___ Exercise input ___
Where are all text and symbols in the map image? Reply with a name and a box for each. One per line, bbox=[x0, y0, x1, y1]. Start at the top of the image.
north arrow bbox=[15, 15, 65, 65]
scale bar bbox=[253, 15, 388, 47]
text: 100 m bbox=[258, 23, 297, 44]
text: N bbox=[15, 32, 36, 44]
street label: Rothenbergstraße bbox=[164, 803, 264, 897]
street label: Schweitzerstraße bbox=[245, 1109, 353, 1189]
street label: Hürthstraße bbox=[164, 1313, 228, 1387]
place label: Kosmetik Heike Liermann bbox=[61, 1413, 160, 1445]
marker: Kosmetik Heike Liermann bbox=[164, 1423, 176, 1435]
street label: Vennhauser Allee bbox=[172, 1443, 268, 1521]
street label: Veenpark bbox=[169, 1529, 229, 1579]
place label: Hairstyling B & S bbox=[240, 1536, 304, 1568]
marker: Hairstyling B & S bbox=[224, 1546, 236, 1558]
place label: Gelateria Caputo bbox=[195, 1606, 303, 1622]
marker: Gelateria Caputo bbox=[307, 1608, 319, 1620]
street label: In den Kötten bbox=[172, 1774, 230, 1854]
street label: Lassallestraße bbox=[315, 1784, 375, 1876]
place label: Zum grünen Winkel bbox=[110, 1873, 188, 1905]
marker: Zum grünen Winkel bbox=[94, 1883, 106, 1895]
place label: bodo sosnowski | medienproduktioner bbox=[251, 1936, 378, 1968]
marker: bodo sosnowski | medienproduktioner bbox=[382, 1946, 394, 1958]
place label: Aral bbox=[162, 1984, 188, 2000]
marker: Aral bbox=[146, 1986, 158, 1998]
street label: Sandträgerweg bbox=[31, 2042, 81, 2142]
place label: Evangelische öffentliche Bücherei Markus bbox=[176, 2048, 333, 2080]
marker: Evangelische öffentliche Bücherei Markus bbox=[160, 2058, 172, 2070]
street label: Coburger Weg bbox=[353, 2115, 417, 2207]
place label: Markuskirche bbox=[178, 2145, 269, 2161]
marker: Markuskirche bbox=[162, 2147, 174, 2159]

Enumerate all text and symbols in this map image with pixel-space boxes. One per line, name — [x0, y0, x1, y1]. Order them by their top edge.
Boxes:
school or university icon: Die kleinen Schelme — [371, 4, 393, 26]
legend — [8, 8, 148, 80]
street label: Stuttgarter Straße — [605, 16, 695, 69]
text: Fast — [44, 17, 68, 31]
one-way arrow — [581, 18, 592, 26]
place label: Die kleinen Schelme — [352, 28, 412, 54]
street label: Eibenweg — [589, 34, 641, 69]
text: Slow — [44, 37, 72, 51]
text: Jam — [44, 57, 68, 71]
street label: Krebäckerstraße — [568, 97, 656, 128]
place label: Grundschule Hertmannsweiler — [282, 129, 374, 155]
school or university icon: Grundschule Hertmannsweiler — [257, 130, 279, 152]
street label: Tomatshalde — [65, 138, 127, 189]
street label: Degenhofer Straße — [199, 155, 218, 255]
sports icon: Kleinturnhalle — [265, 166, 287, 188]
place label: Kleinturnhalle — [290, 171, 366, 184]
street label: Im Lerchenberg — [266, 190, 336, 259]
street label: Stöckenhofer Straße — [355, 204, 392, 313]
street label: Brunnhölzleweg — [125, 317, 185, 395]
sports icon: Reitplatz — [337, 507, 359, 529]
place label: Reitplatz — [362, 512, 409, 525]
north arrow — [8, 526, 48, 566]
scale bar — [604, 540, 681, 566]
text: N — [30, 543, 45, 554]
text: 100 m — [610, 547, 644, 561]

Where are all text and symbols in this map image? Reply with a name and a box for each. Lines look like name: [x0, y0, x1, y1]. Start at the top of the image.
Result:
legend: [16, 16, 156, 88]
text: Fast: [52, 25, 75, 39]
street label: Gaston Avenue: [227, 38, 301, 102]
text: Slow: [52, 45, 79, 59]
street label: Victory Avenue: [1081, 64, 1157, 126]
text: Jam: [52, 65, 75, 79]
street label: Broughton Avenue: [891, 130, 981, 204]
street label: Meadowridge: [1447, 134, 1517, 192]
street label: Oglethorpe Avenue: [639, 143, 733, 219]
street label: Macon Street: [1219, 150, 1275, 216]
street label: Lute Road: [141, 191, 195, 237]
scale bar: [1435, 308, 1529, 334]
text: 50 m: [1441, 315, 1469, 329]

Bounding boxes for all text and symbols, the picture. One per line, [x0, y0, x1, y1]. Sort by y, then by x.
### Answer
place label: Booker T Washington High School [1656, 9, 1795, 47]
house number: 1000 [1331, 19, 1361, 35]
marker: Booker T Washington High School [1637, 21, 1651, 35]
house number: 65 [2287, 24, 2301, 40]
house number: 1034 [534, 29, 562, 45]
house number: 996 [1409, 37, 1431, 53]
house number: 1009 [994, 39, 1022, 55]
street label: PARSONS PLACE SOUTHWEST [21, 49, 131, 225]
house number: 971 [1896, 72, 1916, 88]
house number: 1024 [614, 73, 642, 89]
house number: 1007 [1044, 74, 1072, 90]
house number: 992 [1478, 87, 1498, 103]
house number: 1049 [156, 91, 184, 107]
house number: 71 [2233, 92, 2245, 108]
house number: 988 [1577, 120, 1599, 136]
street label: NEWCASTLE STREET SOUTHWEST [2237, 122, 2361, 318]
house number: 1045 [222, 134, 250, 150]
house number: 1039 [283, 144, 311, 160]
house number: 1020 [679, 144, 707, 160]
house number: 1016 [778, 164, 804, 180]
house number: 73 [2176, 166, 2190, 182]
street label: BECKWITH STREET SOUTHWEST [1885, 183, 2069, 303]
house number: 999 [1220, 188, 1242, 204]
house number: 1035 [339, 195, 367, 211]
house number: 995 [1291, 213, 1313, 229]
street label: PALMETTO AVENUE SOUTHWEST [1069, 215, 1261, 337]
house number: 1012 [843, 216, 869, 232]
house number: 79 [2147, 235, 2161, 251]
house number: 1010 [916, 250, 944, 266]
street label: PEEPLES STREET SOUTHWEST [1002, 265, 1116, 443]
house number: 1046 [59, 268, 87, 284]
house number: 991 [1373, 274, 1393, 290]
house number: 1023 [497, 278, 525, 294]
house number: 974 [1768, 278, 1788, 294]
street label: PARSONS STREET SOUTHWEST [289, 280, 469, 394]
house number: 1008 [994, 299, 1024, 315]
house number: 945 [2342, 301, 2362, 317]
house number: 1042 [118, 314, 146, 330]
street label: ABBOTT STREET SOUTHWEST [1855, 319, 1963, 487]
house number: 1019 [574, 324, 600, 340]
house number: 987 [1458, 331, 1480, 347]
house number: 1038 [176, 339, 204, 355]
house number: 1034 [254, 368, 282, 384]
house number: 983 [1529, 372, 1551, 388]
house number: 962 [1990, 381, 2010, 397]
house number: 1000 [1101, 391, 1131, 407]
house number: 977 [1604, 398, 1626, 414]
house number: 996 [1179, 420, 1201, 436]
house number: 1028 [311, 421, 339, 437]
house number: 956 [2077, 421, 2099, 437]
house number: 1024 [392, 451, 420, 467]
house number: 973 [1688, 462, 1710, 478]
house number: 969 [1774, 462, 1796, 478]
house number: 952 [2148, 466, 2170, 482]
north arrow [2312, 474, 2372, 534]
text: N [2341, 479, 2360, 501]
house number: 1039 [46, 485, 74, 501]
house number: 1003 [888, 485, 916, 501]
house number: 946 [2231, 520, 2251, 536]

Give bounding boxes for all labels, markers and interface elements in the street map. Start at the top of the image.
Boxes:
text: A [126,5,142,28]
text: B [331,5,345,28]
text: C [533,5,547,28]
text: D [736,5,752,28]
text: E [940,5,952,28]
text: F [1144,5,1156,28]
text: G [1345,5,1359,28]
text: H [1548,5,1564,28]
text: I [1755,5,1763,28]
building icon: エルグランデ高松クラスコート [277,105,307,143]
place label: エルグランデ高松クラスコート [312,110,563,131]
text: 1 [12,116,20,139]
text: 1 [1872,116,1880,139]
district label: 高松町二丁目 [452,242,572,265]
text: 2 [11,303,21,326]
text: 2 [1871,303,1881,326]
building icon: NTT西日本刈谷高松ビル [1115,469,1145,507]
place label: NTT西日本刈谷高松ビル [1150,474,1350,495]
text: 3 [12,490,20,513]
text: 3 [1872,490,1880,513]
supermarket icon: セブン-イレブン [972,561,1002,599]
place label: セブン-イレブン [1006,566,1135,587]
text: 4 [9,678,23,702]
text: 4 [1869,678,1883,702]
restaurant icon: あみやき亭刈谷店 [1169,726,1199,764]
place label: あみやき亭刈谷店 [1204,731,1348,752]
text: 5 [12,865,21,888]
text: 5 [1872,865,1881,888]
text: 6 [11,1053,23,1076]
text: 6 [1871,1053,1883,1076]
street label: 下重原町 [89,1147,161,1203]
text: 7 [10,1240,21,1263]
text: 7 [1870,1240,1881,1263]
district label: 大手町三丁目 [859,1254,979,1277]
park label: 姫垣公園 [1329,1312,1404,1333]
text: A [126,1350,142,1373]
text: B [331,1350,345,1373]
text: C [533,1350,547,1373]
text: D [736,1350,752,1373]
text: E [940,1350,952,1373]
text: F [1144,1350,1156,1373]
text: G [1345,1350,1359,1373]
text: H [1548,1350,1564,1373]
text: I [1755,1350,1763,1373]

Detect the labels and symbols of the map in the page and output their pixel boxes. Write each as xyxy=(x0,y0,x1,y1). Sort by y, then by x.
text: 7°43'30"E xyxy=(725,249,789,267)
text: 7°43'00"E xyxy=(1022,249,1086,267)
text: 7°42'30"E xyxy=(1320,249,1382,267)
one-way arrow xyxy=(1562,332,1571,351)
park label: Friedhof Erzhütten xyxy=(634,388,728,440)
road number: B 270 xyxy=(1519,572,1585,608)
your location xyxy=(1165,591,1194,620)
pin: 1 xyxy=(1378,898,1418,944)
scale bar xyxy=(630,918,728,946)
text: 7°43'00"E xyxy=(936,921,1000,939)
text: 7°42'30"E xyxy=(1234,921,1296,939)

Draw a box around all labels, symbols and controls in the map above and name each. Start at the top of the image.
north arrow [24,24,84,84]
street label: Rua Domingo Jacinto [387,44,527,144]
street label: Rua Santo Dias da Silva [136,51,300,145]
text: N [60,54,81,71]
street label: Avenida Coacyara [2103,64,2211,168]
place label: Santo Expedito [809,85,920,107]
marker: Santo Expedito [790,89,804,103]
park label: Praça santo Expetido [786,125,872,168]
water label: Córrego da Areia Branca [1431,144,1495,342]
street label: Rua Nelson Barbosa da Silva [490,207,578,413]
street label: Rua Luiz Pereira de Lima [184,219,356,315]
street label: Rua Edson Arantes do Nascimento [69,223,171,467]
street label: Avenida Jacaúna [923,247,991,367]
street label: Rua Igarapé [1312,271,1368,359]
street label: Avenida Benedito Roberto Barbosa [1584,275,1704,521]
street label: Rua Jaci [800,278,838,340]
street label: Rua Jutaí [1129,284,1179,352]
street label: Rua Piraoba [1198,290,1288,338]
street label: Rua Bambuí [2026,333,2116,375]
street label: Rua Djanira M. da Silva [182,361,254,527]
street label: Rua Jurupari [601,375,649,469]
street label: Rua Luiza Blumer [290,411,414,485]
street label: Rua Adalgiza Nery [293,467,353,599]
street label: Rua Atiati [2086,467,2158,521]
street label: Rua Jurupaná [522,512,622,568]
___
-- Aim of the task --
Tally, across the records, each line that contains the word "grünen", and answer with nothing except the count.

-- Task solution --
2